Attorney General Eric Holder said in a January interview with MSNBC that many states' voter-ID requirements are passed by Republicans "for partisan advantage."
Reactions to the new preclearance formula have varied widely. Holder said he did not think the bill went far enough, and was concerned that Justice Department objections to voter-ID laws would not count as violations against states.
Some conservatives, meanwhile, think the bill goes too far, despite the concessions made by civil-rights activists. Heritage Foundation senior legal fellow Hans von Spakovsky, a former Justice Department counsel under George W. Bush, said the preclearance requirement should be done away with entirely because the standards for discrimination have changed so drastically since the 1960s.
"I think it's great it's fewer states," von Spakovsky said, "but it shouldn't be any."
But the bill's sponsors have attempted to thread the needle between those who support the preclearance requirement and those who don't by allowing states to be added or removed from the requirement, said Deborah Vagins, senior legislative counsel for the ACLU. That way, those who want to get their state out of the requirement can do so, and states with records of discrimination will be covered.
Both sides will have to cede a few points, Vagins said. The ACLU would rather see more states under the preclearance requirement—to start, only Georgia, Louisiana, Mississippi, and Texas would be affected—but four states is better than none, she said. And another four—New York, North Carolina, South Carolina, and Virginia—would each be only one violation away.
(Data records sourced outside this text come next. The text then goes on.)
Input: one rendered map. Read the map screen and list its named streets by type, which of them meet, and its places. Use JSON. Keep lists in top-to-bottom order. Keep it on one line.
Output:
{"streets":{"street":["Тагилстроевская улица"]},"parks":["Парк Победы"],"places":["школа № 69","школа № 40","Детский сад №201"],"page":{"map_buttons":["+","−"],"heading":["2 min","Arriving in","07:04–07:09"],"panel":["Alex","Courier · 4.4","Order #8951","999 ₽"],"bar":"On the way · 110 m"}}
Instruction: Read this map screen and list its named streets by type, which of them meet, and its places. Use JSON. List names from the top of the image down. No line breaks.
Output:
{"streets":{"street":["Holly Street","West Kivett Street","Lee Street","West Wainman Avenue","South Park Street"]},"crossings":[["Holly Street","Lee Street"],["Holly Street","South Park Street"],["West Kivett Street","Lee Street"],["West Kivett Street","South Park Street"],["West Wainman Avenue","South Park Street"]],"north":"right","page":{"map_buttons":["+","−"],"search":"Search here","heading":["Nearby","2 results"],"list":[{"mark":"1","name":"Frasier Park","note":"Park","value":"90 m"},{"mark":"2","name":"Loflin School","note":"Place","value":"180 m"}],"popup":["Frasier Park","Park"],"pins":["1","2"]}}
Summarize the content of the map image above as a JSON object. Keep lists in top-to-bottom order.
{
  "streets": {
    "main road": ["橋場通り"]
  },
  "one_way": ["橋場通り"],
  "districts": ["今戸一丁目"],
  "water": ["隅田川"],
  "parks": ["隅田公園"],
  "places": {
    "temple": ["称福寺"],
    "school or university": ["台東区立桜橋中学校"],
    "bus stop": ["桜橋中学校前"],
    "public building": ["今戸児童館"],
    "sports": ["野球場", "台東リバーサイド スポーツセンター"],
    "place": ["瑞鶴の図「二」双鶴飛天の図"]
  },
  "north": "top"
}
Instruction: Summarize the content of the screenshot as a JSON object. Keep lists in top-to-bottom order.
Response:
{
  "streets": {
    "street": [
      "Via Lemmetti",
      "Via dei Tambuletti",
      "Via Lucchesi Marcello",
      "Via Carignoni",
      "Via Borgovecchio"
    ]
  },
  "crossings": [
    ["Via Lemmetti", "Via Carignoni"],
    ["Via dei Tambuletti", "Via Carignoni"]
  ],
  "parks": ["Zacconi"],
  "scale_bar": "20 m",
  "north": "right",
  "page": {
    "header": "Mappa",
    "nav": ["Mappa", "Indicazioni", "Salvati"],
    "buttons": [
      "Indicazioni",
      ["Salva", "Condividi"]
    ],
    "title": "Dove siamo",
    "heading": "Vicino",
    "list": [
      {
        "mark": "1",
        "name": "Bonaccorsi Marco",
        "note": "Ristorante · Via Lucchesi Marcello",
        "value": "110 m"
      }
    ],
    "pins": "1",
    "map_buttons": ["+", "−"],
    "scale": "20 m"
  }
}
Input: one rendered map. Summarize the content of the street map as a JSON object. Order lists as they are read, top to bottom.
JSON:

They also like that the bill includes a provision requiring all 50 states to notify the public of any election changes, even if they don't have to pass them through the Justice Department for approval, Vagins said.
And although the bill has no Republican sponsors from states that would be put under the preclearance requirement, the Leadership Conference does not expect much opposition from those states, Simpson said. Because states can more easily work their way out of the preclearance requirement, it doesn't even need to be thought of as a bad thing, he said.
"That's an outmoded way of thinking," Simpson said. "It's old VRA."